*** Opening of Data to use ***
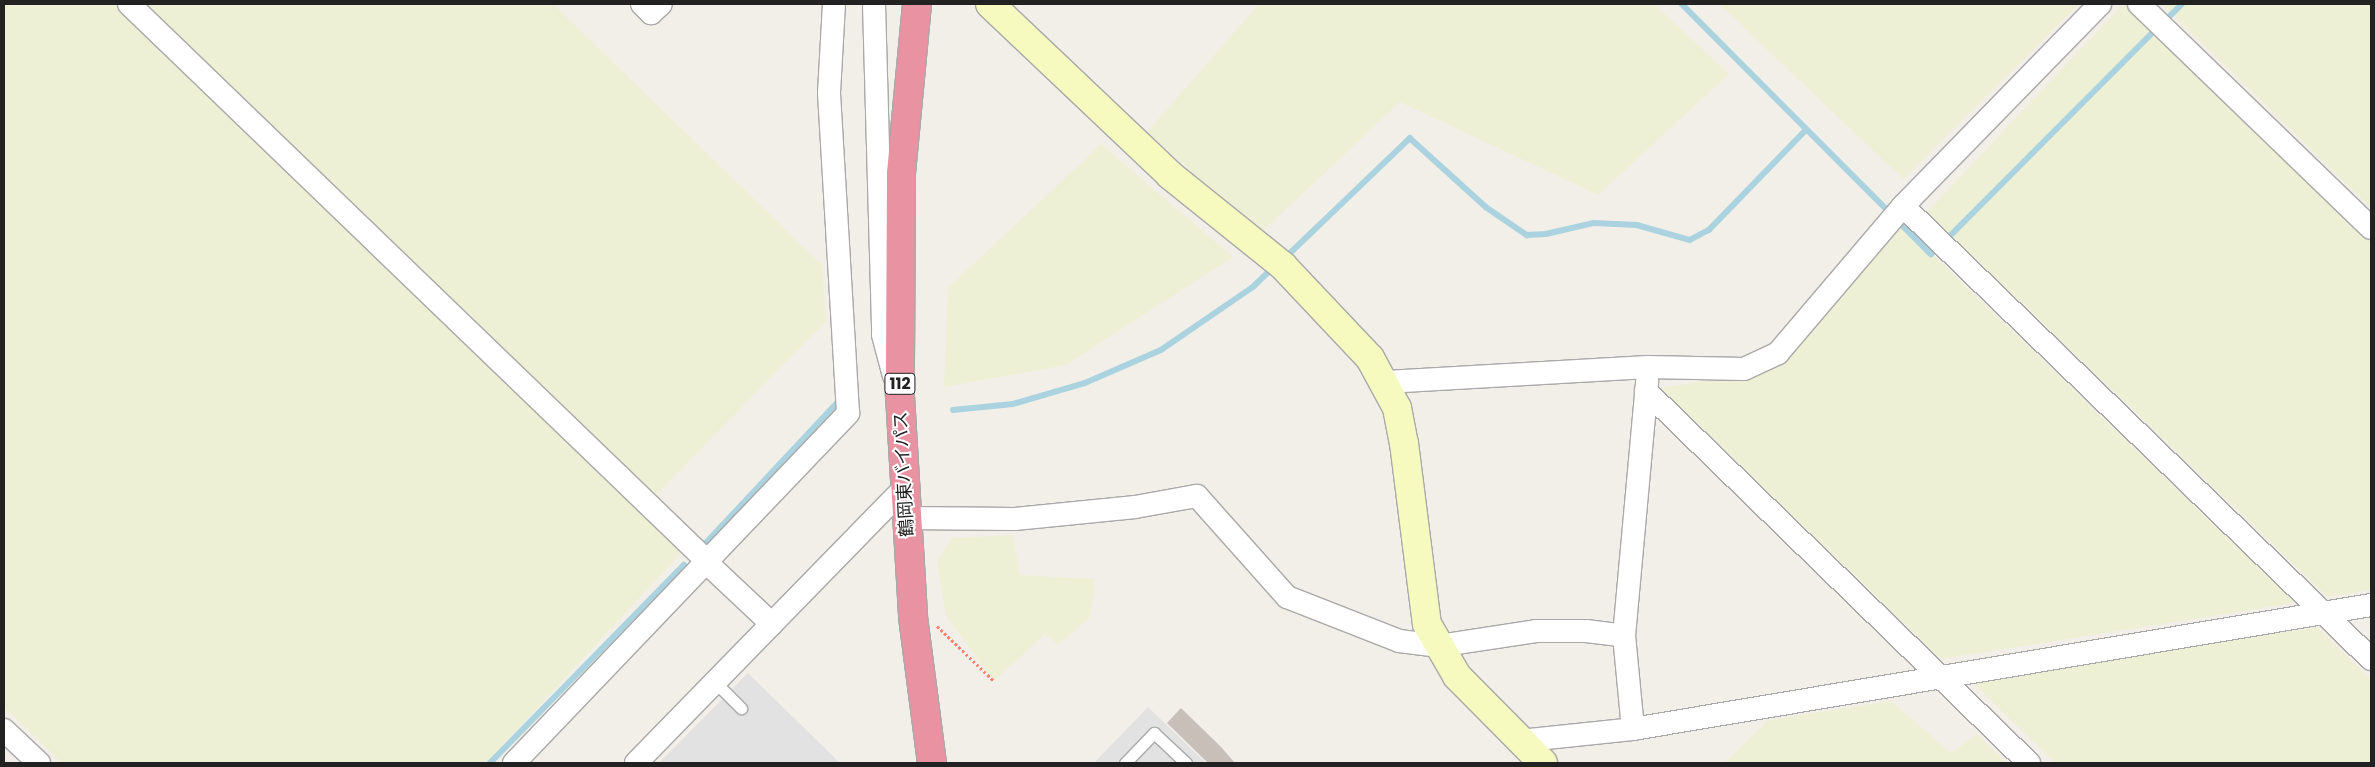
<!DOCTYPE html>
<html>
<head>
<meta charset="utf-8">
<style>
	body { margin:0 }
	#map { position:relative; width:2375px; height:767px; overflow:hidden; background:#f2efe9; font-family:Poppins,"Noto Sans JP",sans-serif }
	div>[style] { position:absolute }
	.farmland>* { inset:0; background:#eef0d5 }
	.parking>* { inset:0; background:#e2e2e2 }
	.stream>* { height:5.5px; margin:-2.75px; padding:0 2.75px; transform-origin:2.75px; border-radius:2.75px; background:#aad3df }
	.building>* { inset:0; background:#c7bfb8 }
	.path>* { height:3px; margin-top:-1.5px; transform-origin:0; background:repeating-linear-gradient(90deg,#fa8072 0 2.5px,transparent 0 5px) }
	.roads { filter:drop-shadow(1px 0 #a9a9a9) drop-shadow(-1px 0 #a9a9a9) drop-shadow(0 1px #a9a9a9) drop-shadow(0 -1px #a9a9a9) }
	.lane>* { height:11px; margin:-5.5px; padding:0 5.5px; transform-origin:5.5px; border-radius:5.5px; background:#fff }
	.street>* { height:22px; margin:-11px; padding:0 11px; transform-origin:11px; border-radius:11px; background:#fff }
	.secondary>* { height:28px; margin:-14px; padding:0 14px; transform-origin:14px; border-radius:14px; background:#f7fabf }
	.highway>* { height:28px; margin:-14px; padding:0 14px; transform-origin:14px; border-radius:14px; background:#e892a2 }
	span { translate:-50% -50%; white-space:nowrap; text-align:center; line-height:1.15; -webkit-text-stroke:4px #fff; paint-order:stroke }
	.shield-label span { padding:1px 4px; background:#fff; border:1px solid; border-radius:4px; -webkit-text-stroke-width:0 }
	.shield-label { font-size:16px; color:#222; font-weight:700 }
	.street-label { font-size:18px; color:#222 }
	.frame { position:absolute; inset:0; border:5px solid #222; pointer-events:none }
</style>
</head>
<body>
<div id="map">
	<div class="farmland">
		<div style="clip-path:polygon(4px 4px,115px 4px,683px 551px,486px 763px,62px 763px,4px 707px)"></div>
		<div style="clip-path:polygon(146px 4px,553px 4px,822px 265px,826px 321px,656px 495px)"></div>
		<div style="clip-path:polygon(1259px 4px,1654px 4px,1729px 74px,1598px 195px,1400px 102px,1260px 234px,1147px 132px)"></div>
		<div style="clip-path:polygon(1719px 4px,2079px 4px,1903px 179px)"></div>
		<div style="clip-path:polygon(2123px 4px,2371px 242px,2371px 590px,2328px 597px,1927px 212px)"></div>
		<div style="clip-path:polygon(2162px 4px,2371px 4px,2371px 208px)"></div>
		<div style="clip-path:polygon(1101px 144px,1233px 257px,1066px 365px,944px 387px,948px 288px)"></div>
		<div style="clip-path:polygon(1899px 222px,2295px 603px,1941px 659px,1661px 388px,1769px 371px)"></div>
		<div style="clip-path:polygon(1013px 535px,1020px 575px,1094px 579px,1094px 593px,1089px 618px,1058px 645px,1045px 634px,994px 681px,946px 616px,937px 561px,953px 538px)"></div>
		<div style="clip-path:polygon(2317px 627px,2371px 680px,2371px 763px,2055px 763px,1972px 682px)"></div>
		<div style="clip-path:polygon(1891px 701px,1951px 753px,1977px 734px,2007px 763px,1724px 763px,1769px 720px)"></div>
	</div>
	<div class="parking">
		<div style="clip-path:polygon(748px 673px,840px 763px,659px 763px)"></div>
		<div style="clip-path:polygon(1148px 707px,1206px 763px,1094px 763px)"></div>
	</div>
	<div class="stream">
		<div style="left:1682px;top:4px;width:295px;rotate:45.1deg"></div>
		<div style="left:2164px;top:22px;width:25px;rotate:-45deg"></div>
		<div style="left:1898px;top:221px;width:47px;rotate:45deg"></div>
		<div style="left:1931px;top:254px;width:10px;rotate:-45deg"></div>
		<div style="left:1945px;top:241px;width:301px;rotate:-45.1deg"></div>
		<div style="left:1285px;top:258px;width:173px;rotate:-43.8deg"></div>
		<div style="left:1410px;top:138px;width:103px;rotate:42.2deg"></div>
		<div style="left:1486px;top:207px;width:50px;rotate:34.3deg"></div>
		<div style="left:1527px;top:235px;width:19px;rotate:-3deg"></div>
		<div style="left:1546px;top:234px;width:49px;rotate:-12.9deg"></div>
		<div style="left:1594px;top:223px;width:43px;rotate:2.7deg"></div>
		<div style="left:1637px;top:225px;width:55px;rotate:15.8deg"></div>
		<div style="left:1690px;top:240px;width:21px;rotate:-28deg"></div>
		<div style="left:1709px;top:230px;width:139px;rotate:-45.9deg"></div>
		<div style="left:953px;top:410px;width:60px;rotate:-5.7deg"></div>
		<div style="left:1013px;top:404px;width:75px;rotate:-16.3deg"></div>
		<div style="left:1085px;top:383px;width:83px;rotate:-23.5deg"></div>
		<div style="left:1161px;top:350px;width:112px;rotate:-34.4deg"></div>
		<div style="left:1253px;top:287px;width:29px;rotate:-44deg"></div>
		<div style="left:706px;top:543px;width:190px;rotate:-46.9deg"></div>
		<div style="left:490px;top:763px;width:277px;rotate:-45.6deg"></div>
	</div>
	<div class="building">
		<div style="clip-path:polygon(1181px 708px,1221px 747px,1235px 763px,1208px 763px,1167px 723px)"></div>
	</div>
	<div class="path">
		<div style="left:937px;top:626px;width:79px;rotate:44deg"></div>
	</div>
	<div class="roads">
		<div class="lane">
			<div style="left:715px;top:682px;width:37px;rotate:45deg"></div>
			<div style="left:1125px;top:763px;width:42px;rotate:-46deg"></div>
			<div style="left:1154px;top:733px;width:44px;rotate:43.2deg"></div>
		</div>
		<div class="street">
			<div style="left:129px;top:4px;width:804px;rotate:43.94deg"></div>
			<div style="left:642px;top:4px;width:13px;rotate:45deg"></div>
			<div style="left:651px;top:13px;width:13px;rotate:-42deg"></div>
			<div style="left:874px;top:4px;width:331px;rotate:88.4deg"></div>
			<div style="left:883px;top:335px;width:42px;rotate:75deg"></div>
			<div style="left:2139px;top:4px;width:322px;rotate:44deg"></div>
			<div style="left:1903px;top:206px;width:651px;rotate:44.07deg"></div>
			<div style="left:1386px;top:382px;width:262px;rotate:-3.3deg"></div>
			<div style="left:1648px;top:367px;width:96px;rotate:1.2deg"></div>
			<div style="left:1744px;top:369px;width:38px;rotate:-25deg"></div>
			<div style="left:1778px;top:353px;width:193px;rotate:-49.6deg"></div>
			<div style="left:1903px;top:206px;width:282px;rotate:-45.7deg"></div>
			<div style="left:1646px;top:391px;width:534px;rotate:44.17deg"></div>
			<div style="left:905px;top:518px;width:110px;rotate:0.5deg"></div>
			<div style="left:1015px;top:519px;width:121px;rotate:-5.7deg"></div>
			<div style="left:1135px;top:507px;width:63px;rotate:-10.1deg"></div>
			<div style="left:1197px;top:496px;width:135px;rotate:48.3deg"></div>
			<div style="left:1287px;top:597px;width:120px;rotate:21.4deg"></div>
			<div style="left:1399px;top:641px;width:39px;rotate:7deg"></div>
			<div style="left:1438px;top:646px;width:99px;rotate:-8.7deg"></div>
			<div style="left:1536px;top:631px;width:50px"></div>
			<div style="left:1586px;top:631px;width:38px;rotate:7deg"></div>
			<div style="left:707px;top:563px;width:89px;rotate:43.2deg"></div>
			<div style="left:1633px;top:729px;width:93px;rotate:-95.5deg"></div>
			<div style="left:1624px;top:636px;width:256px;rotate:-84.8deg"></div>
			<div style="left:4px;top:730px;width:48px;rotate:43.3deg"></div>
			<div style="left:1519px;top:741px;width:115px;rotate:-6deg"></div>
			<div style="left:1633px;top:729px;width:748px;rotate:-9.54deg"></div>
			<div style="left:514px;top:763px;width:484px;rotate:-46.3deg"></div>
			<div style="left:848px;top:413px;width:321px;rotate:-93.4deg"></div>
			<div style="left:829px;top:93px;width:89px;rotate:-86.8deg"></div>
			<div style="left:636px;top:763px;width:383px;rotate:-45.7deg"></div>
		</div>
		<div class="secondary">
			<div style="left:990px;top:4px;width:248px;rotate:43.5deg"></div>
			<div style="left:1170px;top:175px;width:145px;rotate:38.8deg"></div>
			<div style="left:1283px;top:266px;width:127px;rotate:46.6deg"></div>
			<div style="left:1370px;top:358px;width:57px;rotate:61.6deg"></div>
			<div style="left:1397px;top:408px;width:36px;rotate:79deg"></div>
			<div style="left:1404px;top:443px;width:182px;rotate:82.8deg"></div>
			<div style="left:1427px;top:624px;width:60px;rotate:60deg"></div>
			<div style="left:1457px;top:676px;width:122px;rotate:45.3deg"></div>
		</div>
		<div class="highway">
			<div style="left:917px;top:4px;width:171px;rotate:95.4deg"></div>
			<div style="left:901px;top:174px;width:222px;rotate:90.3deg"></div>
			<div style="left:900px;top:396px;width:221px;rotate:86.6deg"></div>
			<div style="left:913px;top:617px;width:147px;rotate:82.6deg"></div>
		</div>
	</div>
	<div class="shield-label">
		<span style="left:900px;top:384px">112</span>
	</div>
	<div class="street-label">
		<span style="left:904px;top:474px;rotate:-93deg">鶴岡東バイパス</span>
	</div>
	<div class="frame"></div>
</div>
</body>
</html>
*** Close of Data to use ***
Copy, word for word, the entries above from the first line to the line that holds "transform-origin:14px; border-radius:14px; background:#e892a2". Drop the pictures.

_Response_:
<!DOCTYPE html>
<html>
<head>
<meta charset="utf-8">
<style>
	body { margin:0 }
	#map { position:relative; width:2375px; height:767px; overflow:hidden; background:#f2efe9; font-family:Poppins,"Noto Sans JP",sans-serif }
	div>[style] { position:absolute }
	.farmland>* { inset:0; background:#eef0d5 }
	.parking>* { inset:0; background:#e2e2e2 }
	.stream>* { height:5.5px; margin:-2.75px; padding:0 2.75px; transform-origin:2.75px; border-radius:2.75px; background:#aad3df }
	.building>* { inset:0; background:#c7bfb8 }
	.path>* { height:3px; margin-top:-1.5px; transform-origin:0; background:repeating-linear-gradient(90deg,#fa8072 0 2.5px,transparent 0 5px) }
	.roads { filter:drop-shadow(1px 0 #a9a9a9) drop-shadow(-1px 0 #a9a9a9) drop-shadow(0 1px #a9a9a9) drop-shadow(0 -1px #a9a9a9) }
	.lane>* { height:11px; margin:-5.5px; padding:0 5.5px; transform-origin:5.5px; border-radius:5.5px; background:#fff }
	.street>* { height:22px; margin:-11px; padding:0 11px; transform-origin:11px; border-radius:11px; background:#fff }
	.secondary>* { height:28px; margin:-14px; padding:0 14px; transform-origin:14px; border-radius:14px; background:#f7fabf }
	.highway>* { height:28px; margin:-14px; padding:0 14px; transform-origin:14px; border-radius:14px; background:#e892a2 }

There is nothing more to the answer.